§ **Description of the task**
Pick out the lines below that contain the string "rows" and copy them all.

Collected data
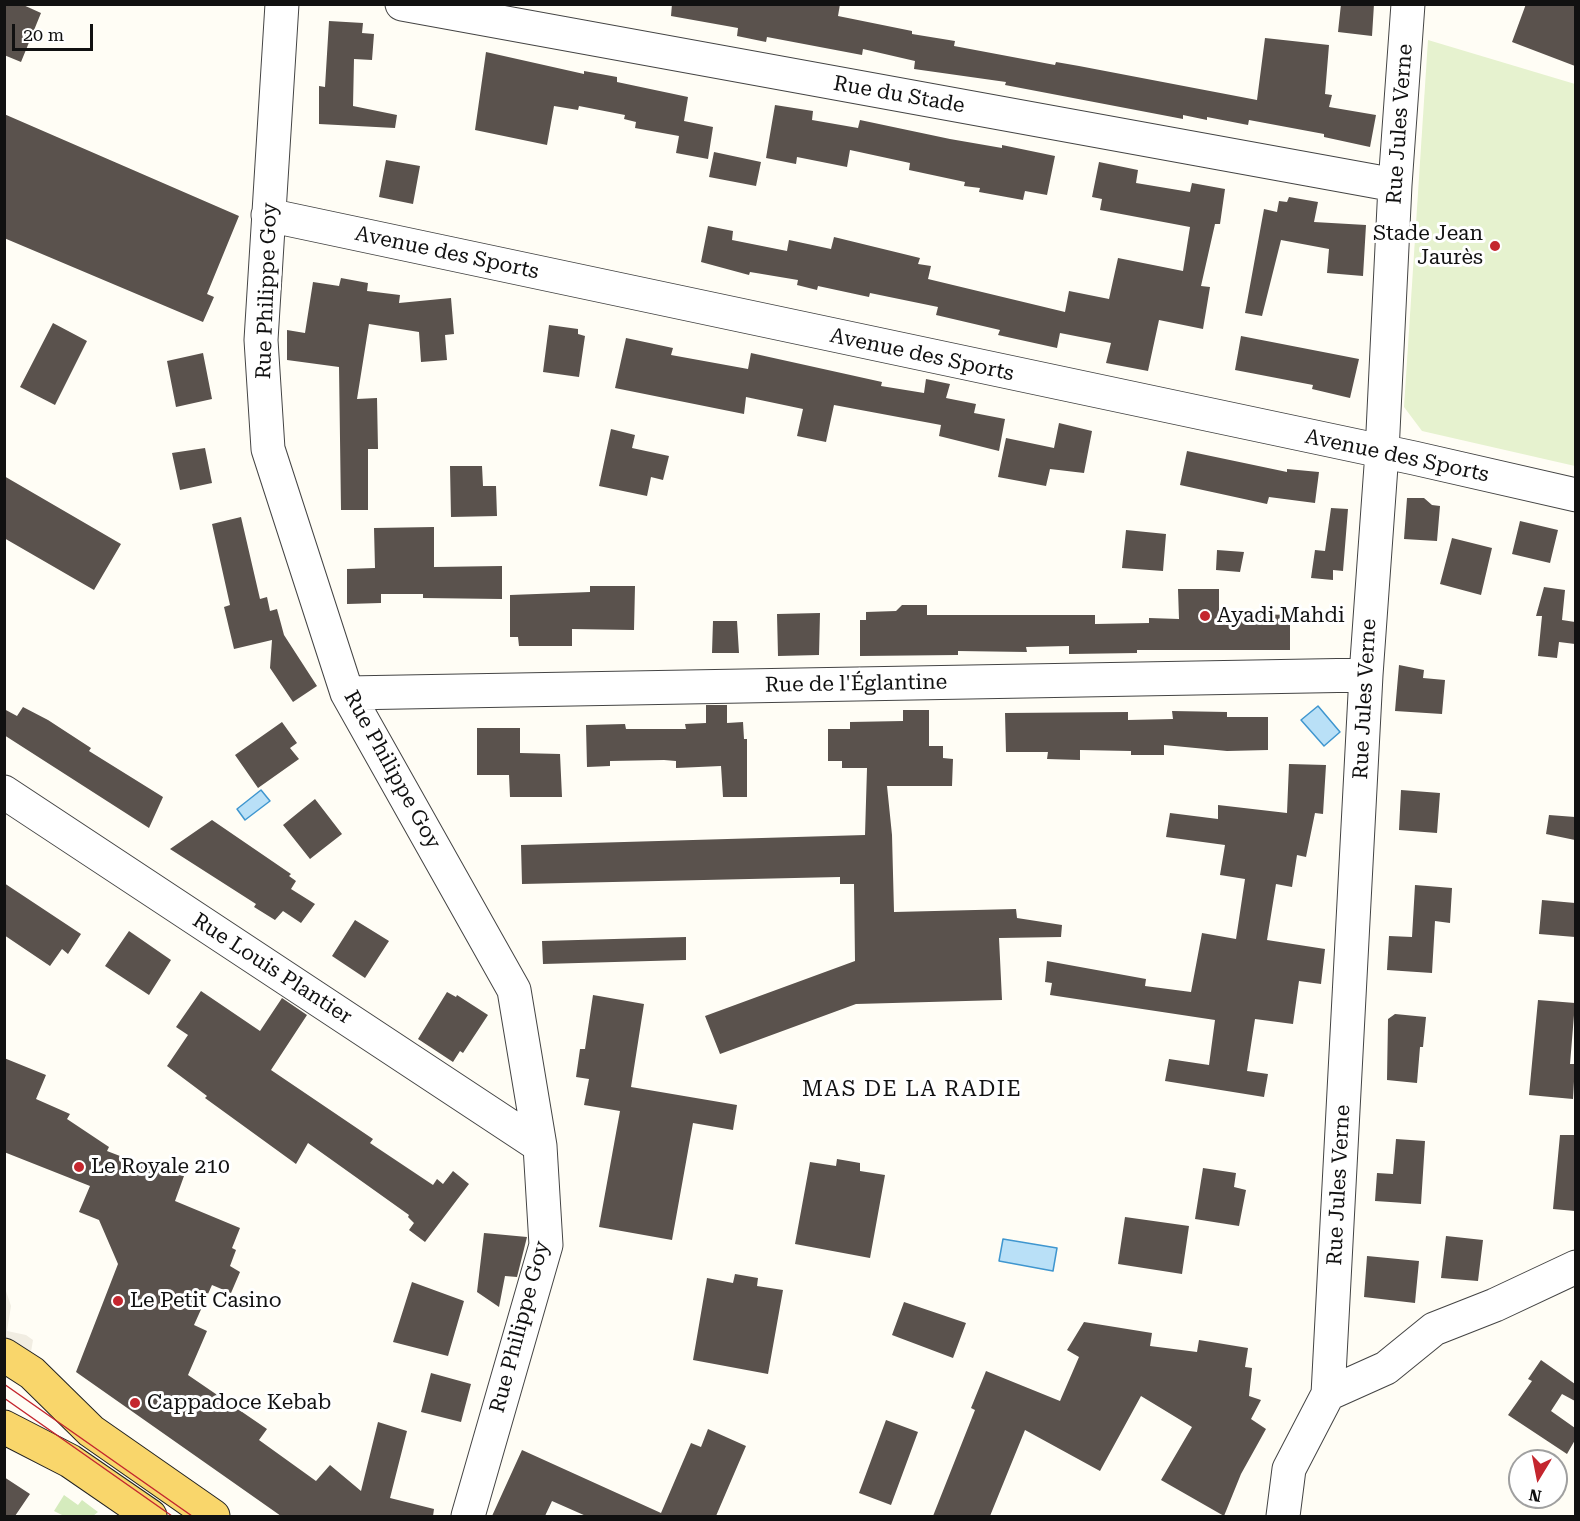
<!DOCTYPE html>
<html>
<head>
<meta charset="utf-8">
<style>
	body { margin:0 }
	#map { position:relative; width:1580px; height:1521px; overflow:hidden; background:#fffdf5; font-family:"Roboto Serif",serif }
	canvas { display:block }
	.frame { position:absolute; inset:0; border:6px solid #111; pointer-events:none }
	.north { position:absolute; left:1508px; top:1449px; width:60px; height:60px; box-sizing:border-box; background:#fff; border:2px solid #a0a0a0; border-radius:50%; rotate:190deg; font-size:16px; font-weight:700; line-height:24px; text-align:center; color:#111 }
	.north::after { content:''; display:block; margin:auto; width:21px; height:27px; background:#c4262e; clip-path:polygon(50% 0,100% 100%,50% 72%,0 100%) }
	.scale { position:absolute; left:12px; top:24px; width:81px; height:27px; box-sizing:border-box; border:3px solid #111; border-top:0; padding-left:8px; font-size:18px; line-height:21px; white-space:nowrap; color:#111; -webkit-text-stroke:4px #fff; paint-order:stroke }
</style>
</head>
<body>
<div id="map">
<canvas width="1580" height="1521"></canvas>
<div class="frame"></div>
<div class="north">N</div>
<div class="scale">20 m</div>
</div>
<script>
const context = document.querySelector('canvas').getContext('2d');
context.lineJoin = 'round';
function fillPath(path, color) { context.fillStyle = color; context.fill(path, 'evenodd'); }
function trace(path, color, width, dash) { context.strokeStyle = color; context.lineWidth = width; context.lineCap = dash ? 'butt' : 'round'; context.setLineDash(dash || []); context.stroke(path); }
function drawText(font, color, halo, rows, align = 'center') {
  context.font = font + ' "Roboto Serif",serif'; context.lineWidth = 6; context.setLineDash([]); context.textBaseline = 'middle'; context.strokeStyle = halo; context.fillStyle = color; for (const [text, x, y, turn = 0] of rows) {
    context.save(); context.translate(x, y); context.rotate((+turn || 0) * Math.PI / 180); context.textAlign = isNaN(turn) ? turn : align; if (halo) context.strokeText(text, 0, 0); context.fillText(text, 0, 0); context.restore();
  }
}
fillPath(new Path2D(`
	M64,1495l14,10 4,-5 16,12 -5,4h-29l-10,-5z`), '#d5ebbd');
fillPath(new Path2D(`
	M1428,40l147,44v382l-153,-35 -18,-24z`), '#e6f2cf');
fillPath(new Path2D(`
	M4,1285l7,21 -4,25 19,4 7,5 -3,18 -25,-12z`), '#f1ede2');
const water = new Path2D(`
	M1318,706l22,26 -16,14 -23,-26z
	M261,790l9,11 -25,19 -8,-11z
	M1003,1239l54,9 -4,23 -54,-10z`);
fillPath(water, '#b9e0f7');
trace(water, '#3f96cf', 1.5);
fillPath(new Path2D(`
	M4,4h17l20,9 -20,49 -17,-7z
	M672,4h168l-2,12 74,15v3l43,7 -1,5 101,19 1,-3 23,4 178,34 8,-62 64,7 -4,49 7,1 -3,12 47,8 -6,32 -46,-10v-3l-75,-14 -1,5 -41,-8v3l-24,-5v4l-178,-34 1,-3 -92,-13 1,-8 -52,-12 -1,6 -95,-18 -1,5 -29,-6 1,-8 -67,-12z
	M1341,4h33l-2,32 -34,-4z
	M1526,4h49v62l-63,-24z
	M329,21l34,2 -1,10 12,1 -2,26 -18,-1 -1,47 44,9 -2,13 -76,-4v-38l6,1z
	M486,52l98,22v-3l33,6v5l71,15 -4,24 29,6 -5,32 -32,-6 3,-17 -44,-8 1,-6 -12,-3 1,-4 -46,-9 -1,4 -24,-4 -7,39 -72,-15z
	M775,105l38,6 -1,9 46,8 2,-8 90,19 52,9v-3l53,11 -8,39 -22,-4 -2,9 -44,-8 1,-4 -16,-2 1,-4 -56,-12 1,-7 -60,-13 -3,17 -50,-10 -1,7 -30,-6z
	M4,114l235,102 -32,78 7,3 -11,25 -199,-84z
	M714,152l47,10 -5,24 -47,-9z
	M386,160l34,6 -7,38 -34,-7z
	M1099,162l39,8 -2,13 54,9 2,-9 33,6 -5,35h-5l-14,62 9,1 -7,42 -44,-9 -11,51 -42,-8 5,-20 -51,-10 -3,15 -59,-13 2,-5 -64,-15 2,-8 -68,-14 -1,4 -51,-11 -1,4 -20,-5 1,-5 -48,-8 -1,3 -48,-13 7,-36 25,5 -1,9 55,11 2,-11 42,9 3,-12 86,21 -2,6 13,2 -3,13 137,33 4,-21 40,8 9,-41 65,13 7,-44 -90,-17 2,-11 -10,-2z
	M1289,197l29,5 -4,20 52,3 -3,51 -36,-3 2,-24 -48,-9 -19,76 -17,-3 19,-104 13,3 2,-11 8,1z
	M341,278l27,5 -1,8 33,4 -1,8 52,-5 3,36 -9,1 2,25 -26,2 -2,-30 -50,-8 -12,75 20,-1 1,51h-10v61h-27l-2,-143 -52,-7v-30l18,3 8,-51 26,4z
	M53,323l34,18 -32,64 -35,-18z
	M549,325l29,4v5l7,2 -6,41 -36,-5z
	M1241,336l118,23 -9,39 -38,-9 1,-4 -78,-15z
	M626,338l47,10 -2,7 77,14 3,-16 131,29 -1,4 43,7 2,-14 24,5 -4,14 30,6 -2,9 31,6 -6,32 -60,-15 2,-11 -107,-20 -8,37 -29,-6 6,-27 -57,-12 -2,17 -129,-26z
	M203,353l9,46 -36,8 -9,-46z
	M1059,423l33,8 -8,42 -34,-4 -4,17 -48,-9 8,-39 48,10z
	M611,429l24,6 -3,13 37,8 -6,24 -12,-3 -4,19 -48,-10z
	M205,448l7,35 -32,7 -8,-37z
	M1187,451l100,21v-3l32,3 -4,31 -46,-6 -2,7 -87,-19z
	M450,466h32l1,20h13l1,30 -46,1z
	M4,476l117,68 -27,46 -90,-52z
	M1407,498h17l8,7 8,1 -3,35 -33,-2z
	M1331,508l17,1 -5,62 -10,-1v10l-22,-2 4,-28 10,1z
	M241,517l19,82 7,-2 3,14 7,-2 7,26 33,51 -24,16 -23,-34 2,-28 -38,9 -10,-42 6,-2 -18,-81z
	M1520,521l38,9 -8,33 -38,-9z
	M434,527v40l68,-1v33l-79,-1v-4h-42v9l-34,1v-35l28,-1 -1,-40z
	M1126,530l40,4 -3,37 -41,-3z
	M1452,538l40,10 -11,47 -41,-11z
	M1217,550l27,2 -4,20 -24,-2z
	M590,586h45l-1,44 -62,-1v17h-53l-1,-9h-8v-42l80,-3z
	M1544,587l21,3 -3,30 13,2v22l-16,-2 -2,16 -19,-2 4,-40h-6z
	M1178,589h41v24l71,2v35h-153v3l-68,1v-8l-43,1 1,5 -69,-1v4l-98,1v-36h6v-8l30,-1 6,-6h25v10h168v9l54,-1v-5l30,1z
	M820,613l-1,42 -41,1 -1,-42z
	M713,621h24l2,32h-27z
	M1399,665l25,5 -1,8 22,2 -3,34 -47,-3z
	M706,705h21v18l16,-1 1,17h3v58h-24l-2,-31 -45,2v-7l-12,-1 -54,1v5l-23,1 -1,-42 39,-1 1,5h60l-1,-5 21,-1z
	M23,707l25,13 43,28 -2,3 74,46 -14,31 -145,-93v-26l13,7z
	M903,710h26v36h14v12l10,1 -1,27h-65l5,49 2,77 122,-3 1,9 45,7 -1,12 -62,1 3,62 -146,4 -136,50 -15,-38 150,-55 -1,-77h-14v-7l-318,7 -1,-39 344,-10 2,-67h-25v-7h-14v-32h22v-7l53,-1z
	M1172,711l55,1v5h41v33l-41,1 -63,-6v10h-33v-4l-51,-1v10l-33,-1 1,-7h-42l-1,-39 123,-1v8l45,-1z
	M282,722l15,21 -7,5 9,11 -41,29 -23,-33z
	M477,728h43v25l40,1 2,43h-52l-1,-22h-32z
	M1289,764l37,1 -3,49 -8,-1 -9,44 -9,-2 -5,32 -16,-3 -9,56 58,9 -4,35 -22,-3 -6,43 -38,-5 -8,52 21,3 -4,23 -99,-16 4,-22 40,6 6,-45 -165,-25 2,-12 -7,-1 2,-21 99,18 -1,7 46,6 11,-59 34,6 9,-60 -25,-4 5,-30 -59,-8 4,-24 48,6v-14l69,8z
	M1401,790l39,3 -3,40 -38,-3z
	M315,799l27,35 -32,25 -27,-34z
	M1549,815l26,2v23l-29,-6z
	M212,820l79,54 -2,2 7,5 -5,8 24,15 -14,19 -18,-12 -8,9 -21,-13 2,-3 -86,-55z
	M4,883l77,51 -13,20 -6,-5 -12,17 -46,-31z
	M1415,885l37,3 -2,35 -15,-2 -3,52 -45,-3 2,-34 23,1z
	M1542,900l33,3v34l-36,-3z
	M355,920l34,21 -24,37 -33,-22z
	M129,931l42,29 -22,35 -44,-29z
	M686,937v23l-143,4 -1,-23z
	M201,991l59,40 22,-33 25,17 -36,55 102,69 -3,4 63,42 4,-6 6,5 10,-13 16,13 -44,58 -16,-12 5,-7 -6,-6 1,-2 -101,-72 -12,21 -91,-66 2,-2 -40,-30 21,-31 -12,-8z
	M447,992l9,5 1,-2 31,20 -25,38 -3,-2 -7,11 -35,-23z
	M593,995l51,9 -13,83 106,18 -4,25 -40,-7 -21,117 -73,-13 21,-116 -36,-6 5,-26 -13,-2 4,-28h5z
	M1538,1000l37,3 -5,61h5l-2,35 -44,-4z
	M1395,1014l31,3 -3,30h-3l-3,36 -30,-3 1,-61z
	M4,1058l42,17 -10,24 34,15 -3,5 42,28 -2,4 39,15 2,-4 36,14 -9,25 65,27 -8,20 4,2 -6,16 10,6 -9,21 -19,-8 -18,40 13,6 -19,44 79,54 -8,11 57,41 14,-16 31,26 17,-69 29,9 -17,67 44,11 -1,7h-152l-205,-144 42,-108 -19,-44 -20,-8 11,-26 -86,-34z
	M1560,1135h15v76l-22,-2z
	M1396,1139l29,2 -4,63 -46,-3 2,-28 16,1z
	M837,1159l23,4v8l25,4 -15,83 -75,-14 15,-82 26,4z
	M1203,1168l33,5 -2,14 12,3 -7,36 -44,-7z
	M1125,1217l64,9 -7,48 -64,-10z
	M484,1233l43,4 -10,40 -12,-1 -6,31 -22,-15z
	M1446,1236l37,4 -5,41 -37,-3z
	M1367,1256l52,5 -4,42 -51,-6z
	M735,1274l23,4 -1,8 26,4 -15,84 -75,-14 14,-82 26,5z
	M412,1282l52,19 -16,55 -55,-14z
	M904,1302l62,21 -13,35 -61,-23z
	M1084,1322l68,11 -2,13 47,6 2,-12 49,8 -3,19 7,1 -3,28 12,4 -10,19 15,10 -25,45 -17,42 -63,-36 31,-53 -51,-31 -41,75 -75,-41 -35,86h-57l42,-106 -4,-2 15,-37 74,30 19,-44 -12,-7z
	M1541,1360l34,24v17l-13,-7 -11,17 24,17v12l-8,14 -59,-39 24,-34 -4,-2z
	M431,1373l40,11 -10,38 -40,-10z
	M886,1420l32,12 -27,73 -32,-12z
	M708,1429l38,17 -30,70h-130l-34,-15 -7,15h-53l30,-66 139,63 30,-70 10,4z
	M4,1477l26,17 -15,22h-11z`), '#5a524d');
const minor = new Path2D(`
	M282,4l-21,336 7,109 79,244 167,297 26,156 6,99 -78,271
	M402,4l993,181
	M268,215l1146,243 162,37
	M347,693l1019,-18
	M4,792l536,354
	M1328,1394l38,-719 16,-223 13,-267 13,-181
	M1283,1516l6,-47 39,-75 58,-26 48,-39 61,-24 81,-38`);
const major = new Path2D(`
	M4,1355l28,18 59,58 122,85
	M4,1427l66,34 80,55`);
trace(minor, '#444', 35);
trace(major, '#222', 35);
trace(minor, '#fff', 33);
trace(major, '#f9d66b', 33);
trace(new Path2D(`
	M4,1384l188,132
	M4,1398l168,118`), '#c4262e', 1.5);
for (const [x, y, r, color] of [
	[1495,246,6,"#c4262e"],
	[1205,616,6,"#c4262e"],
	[79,1167,6,"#c4262e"],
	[118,1301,6,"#c4262e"],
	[135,1403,6,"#c4262e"]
]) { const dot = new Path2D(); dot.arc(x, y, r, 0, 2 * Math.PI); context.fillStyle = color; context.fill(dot); trace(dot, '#fff', 2); }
drawText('21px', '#111', '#fff', [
	["Rue du Stade",899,95,10],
	["Rue Jules Verne",1400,124,-86],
	["Avenue des Sports",447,253,12],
	["Rue Philippe Goy",267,291,-88],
	["Avenue des Sports",922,355,12],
	["Avenue des Sports",1397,456,12],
	["Rue de l'Églantine",856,684,-1],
	["Rue Jules Verne",1365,699,-87],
	["Rue Philippe Goy",392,770,61],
	["Rue Louis Plantier",272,969,33],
	["Rue Jules Verne",1339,1185,-87],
	["Rue Philippe Goy",520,1327,-75]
]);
drawText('21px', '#111', '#fff', [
	["Stade Jean",1483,234,"right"],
	["Jaurès",1483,258,"right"],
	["Ayadi Mahdi",1217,616],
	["Le Royale 210",91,1167],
	["Le Petit Casino",130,1301],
	["Cappadoce Kebab",147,1403]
], 'left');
context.letterSpacing = '1.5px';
drawText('22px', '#111', '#fff', [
	["MAS DE LA RADIE",912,1090]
]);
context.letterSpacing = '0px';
</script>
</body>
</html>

§ **Output**
function drawText(font, color, halo, rows, align = 'center') {
  context.font = font + ' "Roboto Serif",serif'; context.lineWidth = 6; context.setLineDash([]); context.textBaseline = 'middle'; context.strokeStyle = halo; context.fillStyle = color; for (const [text, x, y, turn = 0] of rows) {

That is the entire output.